Complessivamente negli ultimi 14 anni la contribuzione ammonta a circa 15,5 mld di euro, e per ogni euro “investito” dal Governo italiano nel Calcio, il Sistema Paese ha ottenuto un ritorno in termini fiscali e previdenziali pari a 18,3 euro. Messa in questi termini la situazione appare drammatica. I bilanci dei club sono quasi tutti in profondo rosso. Per far fronte alle perdite le plus valenze non sono la strada maestra. Per molte procure d’Italia che hanno inchieste aperte (Torino, Milano e Napoli) si tratta di sistemi tossici. Dalle analisi degli inquirenti al lavoro emergerebbe, infatti, un ricorso alle plusvalenze di ragazzi delle giovanili con un aumento incontrollato degli ammortamenti. In pratica si scambiano giocatori sconosciuti e che valgono poco a prezzi altissimi per poi mettere a bilancio nuovi ammortamenti. E dunque costi enormi, che senza le coperture, si trasformano regolarmente in perdite.

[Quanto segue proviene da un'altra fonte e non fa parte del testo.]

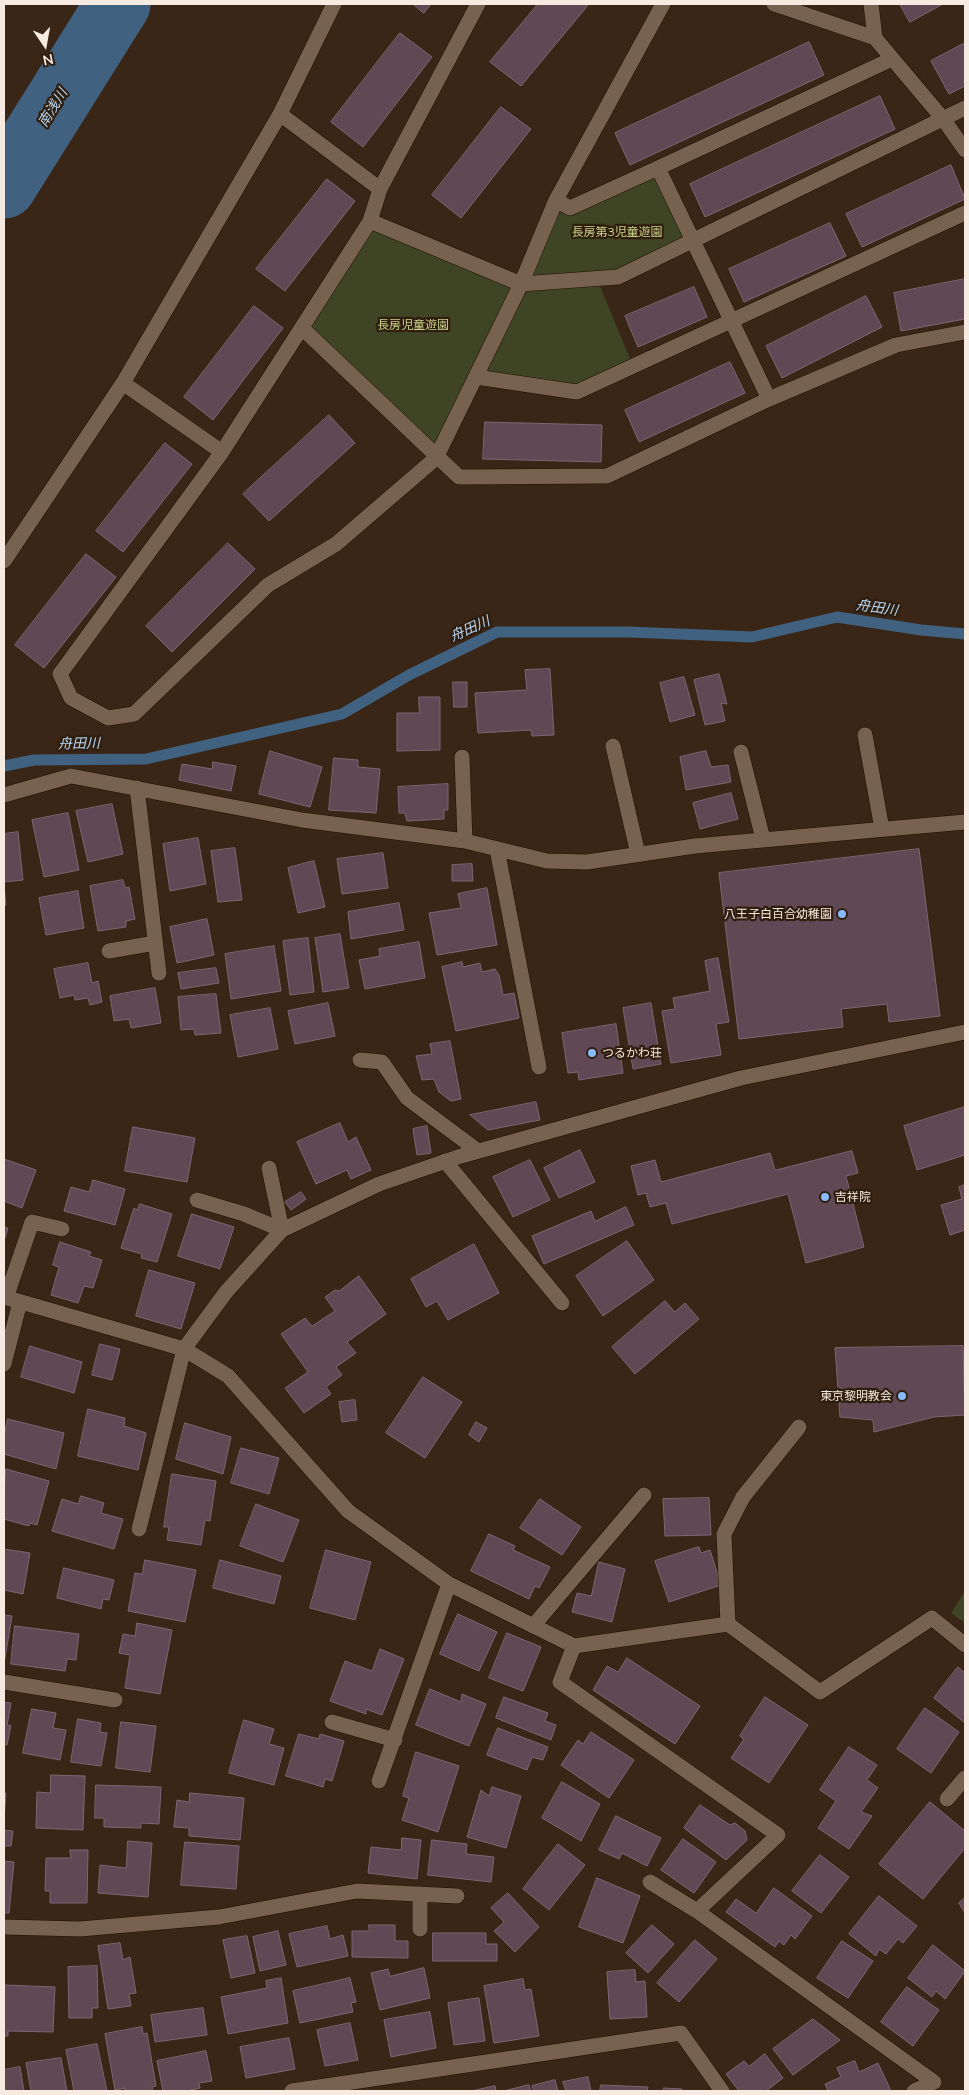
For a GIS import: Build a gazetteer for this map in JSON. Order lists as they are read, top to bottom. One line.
{"water":["南浅川","舟田川"],"parks":["長房第3児童遊園","長房児童遊園"],"places":["八王子白百合幼稚園","つるかわ荘","吉祥院","東京黎明教会"],"north":"bottom"}
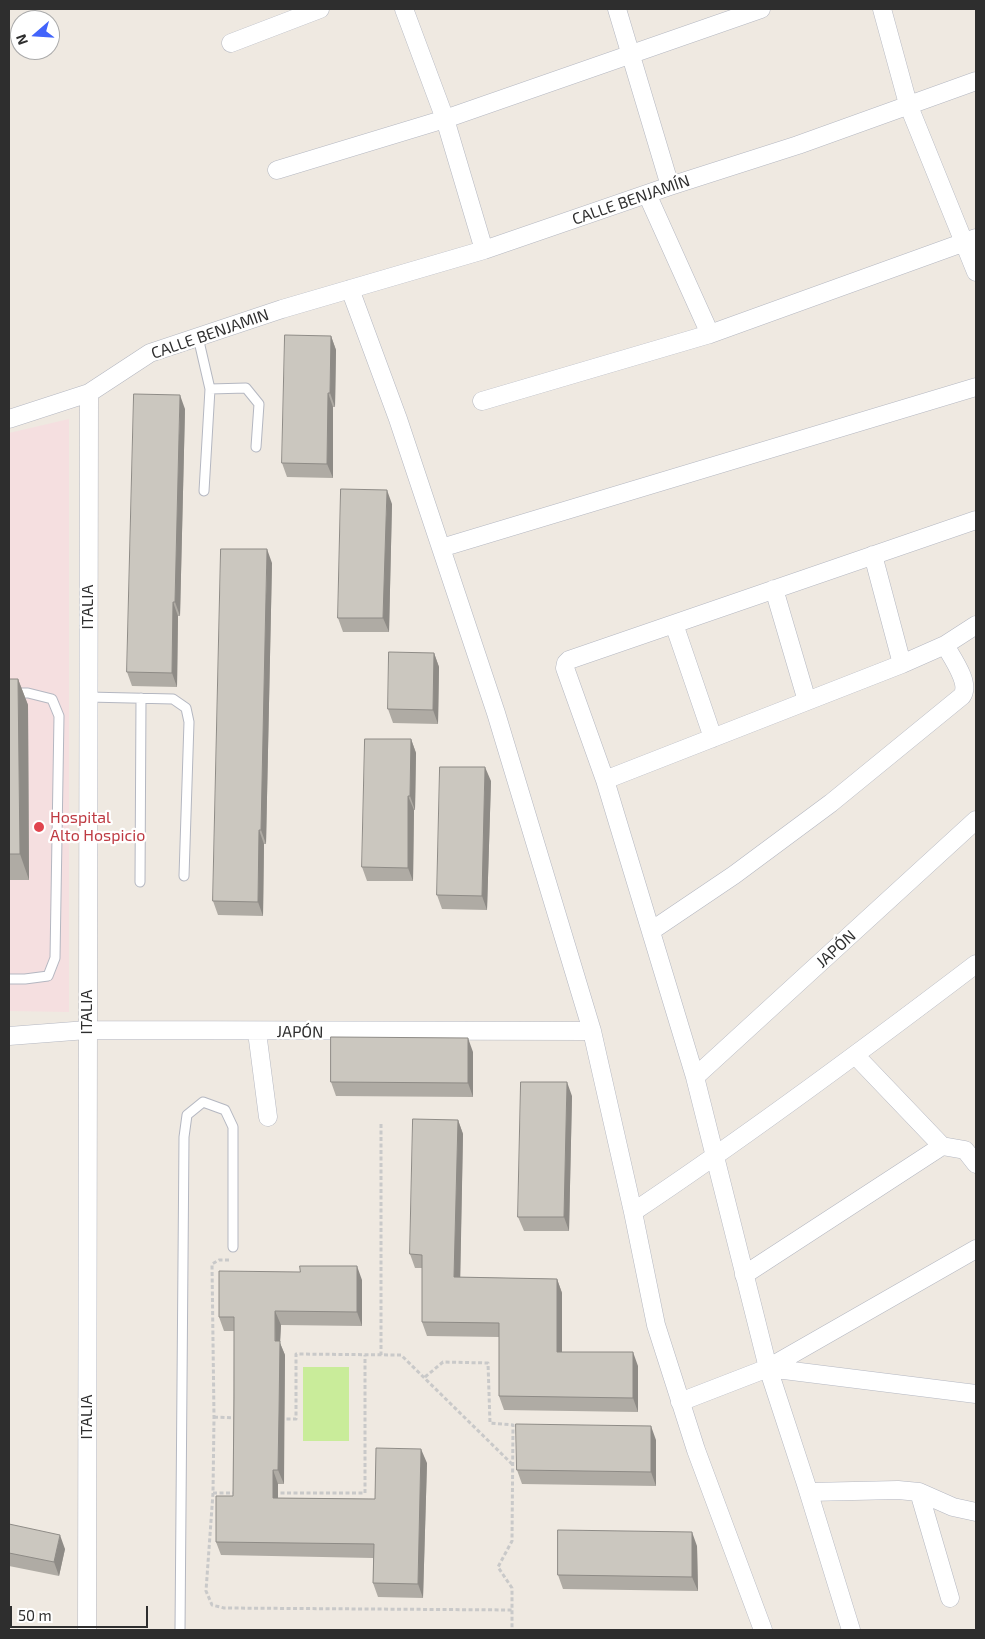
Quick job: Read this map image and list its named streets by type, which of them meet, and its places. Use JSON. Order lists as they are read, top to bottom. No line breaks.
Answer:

Ovviamente sono accuse di inquirenti, non sentenze di Tribunali. Per uscire dal pantano economico esistono altre due strade. Due strade obbligate: ricapitalizzare o indebitarsi. Al momento gli azionisti dei più importanti club di Serie A, tutti di proprietà straniera o con sedi all’estero, hanno ricapitalizzato per quasi un miliardo dopo la pandemia. La famiglia Agnelli, a capo della Juventus attraverso l’holding olandese Exor, ha ricapitalizzato con 400 mln la società bianconera. Una montagna di milioni per rimpinguare le casse dopo l’esperienza non esaltante dell’acquisto e del pagamento dei servizi di Cristiano Ronaldo. Ben 335 per la Roma. Il Milan ha immesso 130 mln. Sono 75 i milioni tirati fuori dall’Inter. E in misura minore hanno provveduto a ricapitalizzare altre importanti società.

Siamo di fronte, però, ad un tentativo di svuotare con un secchiello il mare di debiti che ha toccato nel 2020 la stratosferica cifra di 5 mld di euro. Una somma destinata a salire ancora. Il bond da 415 mln emesso dall’Inter a fine gennaio 2022, per rifinanziare un debito precedente nel frattempo scaduto, è solo l’ultimo tentativo di accedere a crediti che i club non riusciranno mai a rimborsare. Il bond monstre dell’Inter è stato piazzato con successo ma ad un tasso del 6,75% ed è quotato alla Borsa del Lussemburgo grazie alla Banca Rothschild in qualità di financial advsor e Goldman Sachs come global coordinator e bookrunner.